Stored data entries:
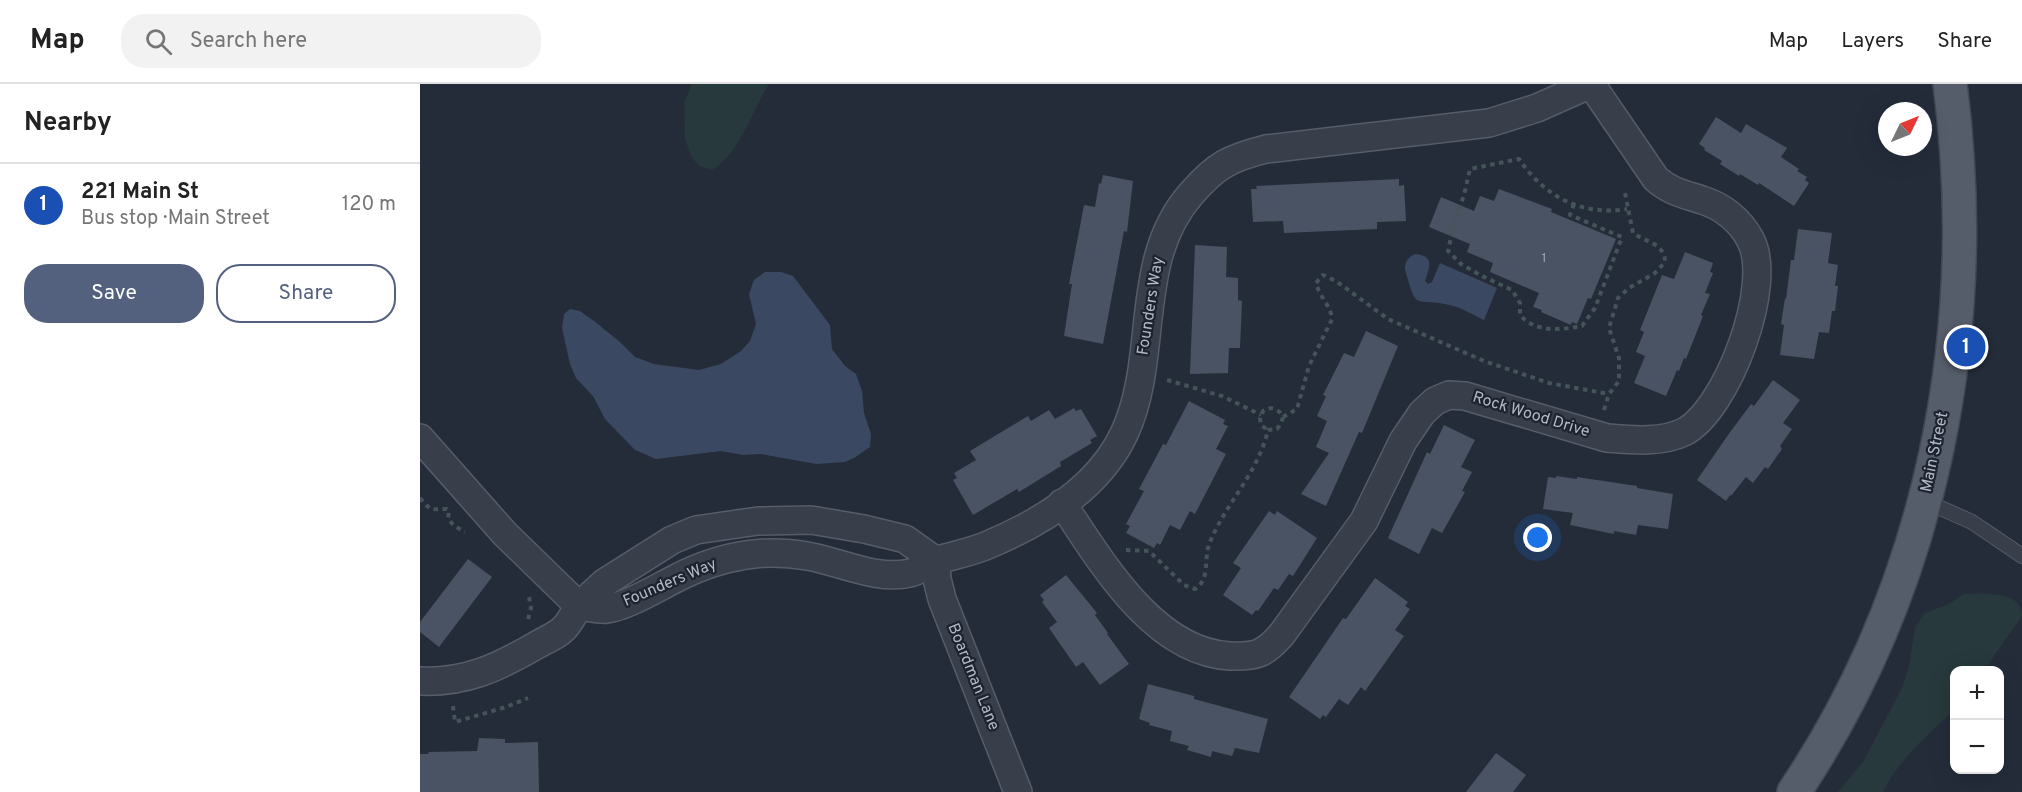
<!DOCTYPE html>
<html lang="en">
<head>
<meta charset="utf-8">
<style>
	body { margin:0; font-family:Overpass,sans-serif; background:#f2f2f2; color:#222 }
	.controls { position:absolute; right:18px; bottom:18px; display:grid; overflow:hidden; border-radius:12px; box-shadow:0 6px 24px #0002 }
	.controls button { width:54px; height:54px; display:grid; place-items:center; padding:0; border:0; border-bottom:2px solid #e0e0e0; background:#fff; color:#222; font:30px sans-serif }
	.compass { position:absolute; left:1458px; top:18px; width:54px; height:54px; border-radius:50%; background:#fff; box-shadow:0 6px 24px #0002; rotate:47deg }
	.you { position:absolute; left:1118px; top:454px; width:21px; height:21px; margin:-15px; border:4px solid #fff; border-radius:50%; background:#1a73e8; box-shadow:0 0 0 9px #1a73e833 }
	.badge { display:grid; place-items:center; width:39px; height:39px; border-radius:50%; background:#53617f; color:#fff; font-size:20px; font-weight:700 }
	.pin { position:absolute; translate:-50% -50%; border:3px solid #fff; box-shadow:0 2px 6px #0006 }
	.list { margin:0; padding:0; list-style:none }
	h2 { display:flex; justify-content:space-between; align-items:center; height:78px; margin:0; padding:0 24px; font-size:26px }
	h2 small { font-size:20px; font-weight:400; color:#767676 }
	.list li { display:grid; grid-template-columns:39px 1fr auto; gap:18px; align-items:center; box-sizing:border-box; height:84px; padding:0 24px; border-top:2px solid #e0e0e0 }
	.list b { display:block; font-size:22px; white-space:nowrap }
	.list p { margin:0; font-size:20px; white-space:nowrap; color:#767676 }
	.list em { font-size:20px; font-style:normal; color:#767676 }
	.actions { display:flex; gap:12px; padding:18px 24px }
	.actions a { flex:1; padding:14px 0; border:2px solid #53617f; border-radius:24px; text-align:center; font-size:21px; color:#53617f }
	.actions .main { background:#53617f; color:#fff }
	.icon { flex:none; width:33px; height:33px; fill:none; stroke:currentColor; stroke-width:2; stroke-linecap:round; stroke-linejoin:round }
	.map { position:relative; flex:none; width:1602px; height:708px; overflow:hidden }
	header { display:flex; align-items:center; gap:36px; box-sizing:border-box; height:84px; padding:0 30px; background:#fff; border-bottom:2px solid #e0e0e0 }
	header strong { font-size:28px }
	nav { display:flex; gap:33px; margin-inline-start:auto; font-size:21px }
	.search { width:420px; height:54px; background:#f2f2f2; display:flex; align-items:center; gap:15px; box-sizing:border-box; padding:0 21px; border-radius:24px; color:#767676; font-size:22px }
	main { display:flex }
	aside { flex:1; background:#fff }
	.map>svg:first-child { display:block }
	.green { fill:#27393c }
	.water { fill:#3a4961 }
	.building { fill:#4a5363 }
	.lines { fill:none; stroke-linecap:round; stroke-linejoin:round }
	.lane-casing { stroke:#565c68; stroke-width:16 }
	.street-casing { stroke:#565c68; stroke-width:30 }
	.primary-casing { stroke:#414753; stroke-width:36 }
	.path { stroke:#445458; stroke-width:4; stroke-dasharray:4.5 4.5; stroke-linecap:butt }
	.lane { stroke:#383e4a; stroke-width:14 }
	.street { stroke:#383e4a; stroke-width:27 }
	.primary { stroke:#565d6a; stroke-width:33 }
	.labels { text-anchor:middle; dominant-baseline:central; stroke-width:4.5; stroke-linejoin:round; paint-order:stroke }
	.number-label { font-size:14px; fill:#99a0ad }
	.street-label { font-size:16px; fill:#b3b9c6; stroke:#1d232f }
</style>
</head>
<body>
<header>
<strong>Map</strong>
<div class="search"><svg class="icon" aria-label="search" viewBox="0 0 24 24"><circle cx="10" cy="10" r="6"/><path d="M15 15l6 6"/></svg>Search here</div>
<nav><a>Map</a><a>Layers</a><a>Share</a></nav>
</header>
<main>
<aside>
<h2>Nearby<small></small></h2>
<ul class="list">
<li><span class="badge" style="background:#1a4fb4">1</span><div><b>221 Main St</b><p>Bus stop · Main Street</p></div><em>120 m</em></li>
</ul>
<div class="actions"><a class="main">Save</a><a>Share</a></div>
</aside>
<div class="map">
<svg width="1602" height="708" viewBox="0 0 1602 708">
	<rect width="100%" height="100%" fill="#242c3a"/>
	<path class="green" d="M 272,0 L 349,0 C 331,28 321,68 292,86 L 279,82 L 271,72 L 265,55 L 264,19 Z
		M 1544,510 C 1563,510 1602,505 1602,532 L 1564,586 L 1534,586 L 1534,626 C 1509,650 1478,676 1463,708 L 1418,708 L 1443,678 L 1482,604 L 1489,582 L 1495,544 L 1505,529 L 1529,520 Z"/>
	<path class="water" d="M 995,170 C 1016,172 1009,184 1005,197 L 1008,200 L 1012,198 L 1020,179 L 1077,204 L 1064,236 C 1053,231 1041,223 1029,221 C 996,213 997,229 986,189 C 983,180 987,174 995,170 Z
		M 345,188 L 361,188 L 373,192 L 410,241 L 412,265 L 425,282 L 436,290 L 442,307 L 444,329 L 451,350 L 450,363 L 434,374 L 425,378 L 396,380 L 341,370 L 323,371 L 301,367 L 236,375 L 215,366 L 185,335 L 173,312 L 156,294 L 150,280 L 142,244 L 144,230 L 150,225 L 160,227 L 174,237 L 200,258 L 215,273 L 234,280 L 279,286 L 301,280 L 321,267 L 330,257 L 336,240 L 329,210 L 334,196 Z"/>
	<path class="building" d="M 1296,33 L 1321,49 L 1326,40 L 1367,64 L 1361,73 L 1379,85 L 1377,87 L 1387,93 L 1385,96 L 1389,99 L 1374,122 L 1339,99 L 1338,101 L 1320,90 L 1319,92 L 1300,80 L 1302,77 L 1284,66 L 1285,64 L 1279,60 Z
		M 683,91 L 713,97 L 707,148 L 704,147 L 683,260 L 644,252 L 652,200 L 649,200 L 664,121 L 675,123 L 679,99 L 681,100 Z
		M 979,95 L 979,102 L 984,101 L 986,137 L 957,138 L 957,145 L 864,149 L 863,137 L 833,138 L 831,105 L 837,105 L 836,102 Z
		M 1079,105 L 1132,125 L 1131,128 L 1196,155 L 1171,215 L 1168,214 L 1157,240 L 1152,238 L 1151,241 L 1121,228 L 1122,226 L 1113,223 L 1119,209 L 1070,188 L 1073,179 L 1047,168 L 1050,160 L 1009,143 L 1021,113 L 1054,127 L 1060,112 L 1074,117 Z
		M 1378,145 L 1412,149 L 1408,179 L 1418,181 L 1415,202 L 1418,202 L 1415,227 L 1412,227 L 1409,249 L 1399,248 L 1394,275 L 1360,271 L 1364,241 L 1361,240 L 1365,214 L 1366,215 L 1371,176 L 1374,176 Z
		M 775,161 L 807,163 L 806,193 L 818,194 L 818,216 L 822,217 L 820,264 L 809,264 L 808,289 L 770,290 Z
		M 1265,168 L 1293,179 L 1290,188 L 1293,189 L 1285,209 L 1290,210 L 1281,231 L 1283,232 L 1266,275 L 1264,274 L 1259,287 L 1257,286 L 1246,312 L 1214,299 L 1225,272 L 1216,268 L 1224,248 L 1220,246 L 1242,191 L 1254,195 Z
		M 946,247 L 978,262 L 942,349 L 939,348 L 906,422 L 881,410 L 909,369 L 896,363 L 907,337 L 897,332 L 906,312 L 903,311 L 924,269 L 934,273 Z
		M 1353,296 L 1380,316 L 1363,339 L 1372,345 L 1360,362 L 1362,365 L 1348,385 L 1345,383 L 1333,399 L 1326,393 L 1311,412 L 1310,411 L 1306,417 L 1277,396 L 1308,351 L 1331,320 L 1334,322 Z
		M 769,317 L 805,336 L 803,340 L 808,342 L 796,365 L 806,370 L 775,430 L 770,427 L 760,446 L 750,441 L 740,461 L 737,459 L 734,464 L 706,449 L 710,442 L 706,440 L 724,407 L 719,405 L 743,360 L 746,361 Z
		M 654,324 L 656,327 L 661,325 L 677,352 L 670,356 L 672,359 L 640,378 L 641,382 L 599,408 L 597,405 L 553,431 L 533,396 L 537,394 L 534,389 L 556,376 L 550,367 L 608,332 L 611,337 L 629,326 L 635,335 Z
		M 1024,341 L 1055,356 L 1041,383 L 1052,388 L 1042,407 L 1045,408 L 1022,449 L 1012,444 L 999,470 L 968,454 L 1007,368 L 1010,370 Z
		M 1136,392 L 1157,395 L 1157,393 L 1217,402 L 1217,404 L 1253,410 L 1248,445 L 1218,441 L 1216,451 L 1194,447 L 1194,450 L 1150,441 L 1153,429 L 1123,425 L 1128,393 L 1136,394 Z
		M 849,427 L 855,431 L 857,427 L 897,454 L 873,492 L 869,490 L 858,506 L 854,504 L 838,527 L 836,526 L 832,531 L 803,511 L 821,484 L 813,479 Z
		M 48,475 L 72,493 L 19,563 L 0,548 L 0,538 Z
		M 646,491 L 677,529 L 675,531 L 688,549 L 687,550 L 709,580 L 680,601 L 663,578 L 656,583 L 629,544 L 637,538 L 622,518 L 624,516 L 620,511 Z
		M 955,494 L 988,518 L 985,522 L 990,525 L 975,546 L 984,552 L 945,607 L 941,603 L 928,621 L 919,615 L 906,633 L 903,631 L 900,635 L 869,613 L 923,534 L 926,535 Z
		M 728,600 L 774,612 L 774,615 L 848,635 L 839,669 L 815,664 L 812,672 L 792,667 L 791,673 L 767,666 L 769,662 L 750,657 L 752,647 L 729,641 L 730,639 L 719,635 Z
		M 59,654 L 85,655 L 85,659 L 118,658 L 119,708 L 0,708 L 0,670 L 9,670 L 8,668 L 57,667 Z
		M 1076,669 L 1106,691 L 1093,708 L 1046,708 Z"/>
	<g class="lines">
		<g class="lane-casing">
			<path id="lane" d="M 1505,417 L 1552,438 L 1602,472"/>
		</g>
		<g class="street-casing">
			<path id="street" d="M 0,354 L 85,450 L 159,522 C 155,528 151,536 146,542 C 139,551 125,556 115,562 C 77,584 45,599 0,597
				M 642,419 C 681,477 733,568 810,572 C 836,573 845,570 862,550 L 944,437 L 983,357 L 1002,329 L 1015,317 L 1029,311 L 1045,312 L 1187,354 C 1212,356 1241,359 1264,348 C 1307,326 1355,199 1330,155 C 1320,136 1302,122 1282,116 C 1264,110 1251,108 1236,95 L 1171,0
				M 516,477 L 485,455 L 444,445 L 391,436 L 338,437 L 276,446 L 252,456 L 184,499 L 159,522 C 168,523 179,526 187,525 C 207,522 235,505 253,496 C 277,483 307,473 334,470 C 351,468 370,469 387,472 C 418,477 457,497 490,489 C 499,487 507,480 516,477 C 533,471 553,468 570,460 C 622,438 679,403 704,350 C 740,274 712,177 771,110 C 796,81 810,74 846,65 L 1069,39 L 1117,24 L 1171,0
				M 516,477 L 517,495 L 522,515 L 598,708"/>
		</g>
		<g class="primary-casing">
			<path id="primary" d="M 1374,708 C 1513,501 1562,246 1530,0"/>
		</g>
		<path class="path" d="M 1154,120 L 1150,131 L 1202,153 L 1175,224 L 1162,242 C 1140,246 1116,249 1100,231 L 1100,219 L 1092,206 L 1062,192 L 1041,180 L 1028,167 L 1034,139 L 1044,111 L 1050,85 L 1099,75 C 1125,113 1161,132 1207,125
			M 747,296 L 802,312 L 841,331
			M 1184,326 L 1189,310 L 1199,297 L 1199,274 L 1189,244 L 1198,214 L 1209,204 L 1235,189 L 1245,178 C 1245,159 1225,158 1213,149 L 1205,109
			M 863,333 L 877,325 L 889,282 L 912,235 C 911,222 899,212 896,199 L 903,191 L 916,197 L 968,235 L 1064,277 L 1129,299 L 1189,310
			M 0,414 C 12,428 10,425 27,425 L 29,428 L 28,434 L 33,441 L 45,448
			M 706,466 L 729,467 L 764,501 L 775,505 C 791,495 783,474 790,458 C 806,419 838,389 848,346 L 857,345 C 866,334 864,328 851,324 L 843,327 L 840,334 L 841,341 L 848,346
			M 108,535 L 111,524 L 109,513
			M 33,622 L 35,638 L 86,623 L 108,614"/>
		<use href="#lane" class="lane"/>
		<use href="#street" class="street"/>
		<use href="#primary" class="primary"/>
	</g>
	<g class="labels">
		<g class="number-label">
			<text x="1124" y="174">1</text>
		</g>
		<g class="street-label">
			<text transform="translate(731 222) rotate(-81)">Founders Way</text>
			<text transform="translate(1111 331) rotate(17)">Rock Wood Drive</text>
			<text transform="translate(1515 368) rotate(-78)">Main Street</text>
			<text transform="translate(250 499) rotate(-23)">Founders Way</text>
			<text transform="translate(553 593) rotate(68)">Boardman Lane</text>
		</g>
	</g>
</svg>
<div class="controls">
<button>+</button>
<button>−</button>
</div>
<svg class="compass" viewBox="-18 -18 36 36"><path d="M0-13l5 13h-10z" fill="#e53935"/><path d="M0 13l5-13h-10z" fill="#767676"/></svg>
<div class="you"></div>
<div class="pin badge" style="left:1546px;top:263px;background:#1a4fb4">1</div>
</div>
</main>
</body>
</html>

» WORK ITEM
Using the entries above, give back exactly the line containing "stroke:#445458; stroke-width:4; stroke-dasharray:4.5", the line containing "text-anchor:middle; dominant-baseline:central; stroke-width:4.5;", and every line between them, and nothing else.

» ANSWER TO THIS PROBLEM
	.path { stroke:#445458; stroke-width:4; stroke-dasharray:4.5 4.5; stroke-linecap:butt }
	.lane { stroke:#383e4a; stroke-width:14 }
	.street { stroke:#383e4a; stroke-width:27 }
	.primary { stroke:#565d6a; stroke-width:33 }
	.labels { text-anchor:middle; dominant-baseline:central; stroke-width:4.5; stroke-linejoin:round; paint-order:stroke }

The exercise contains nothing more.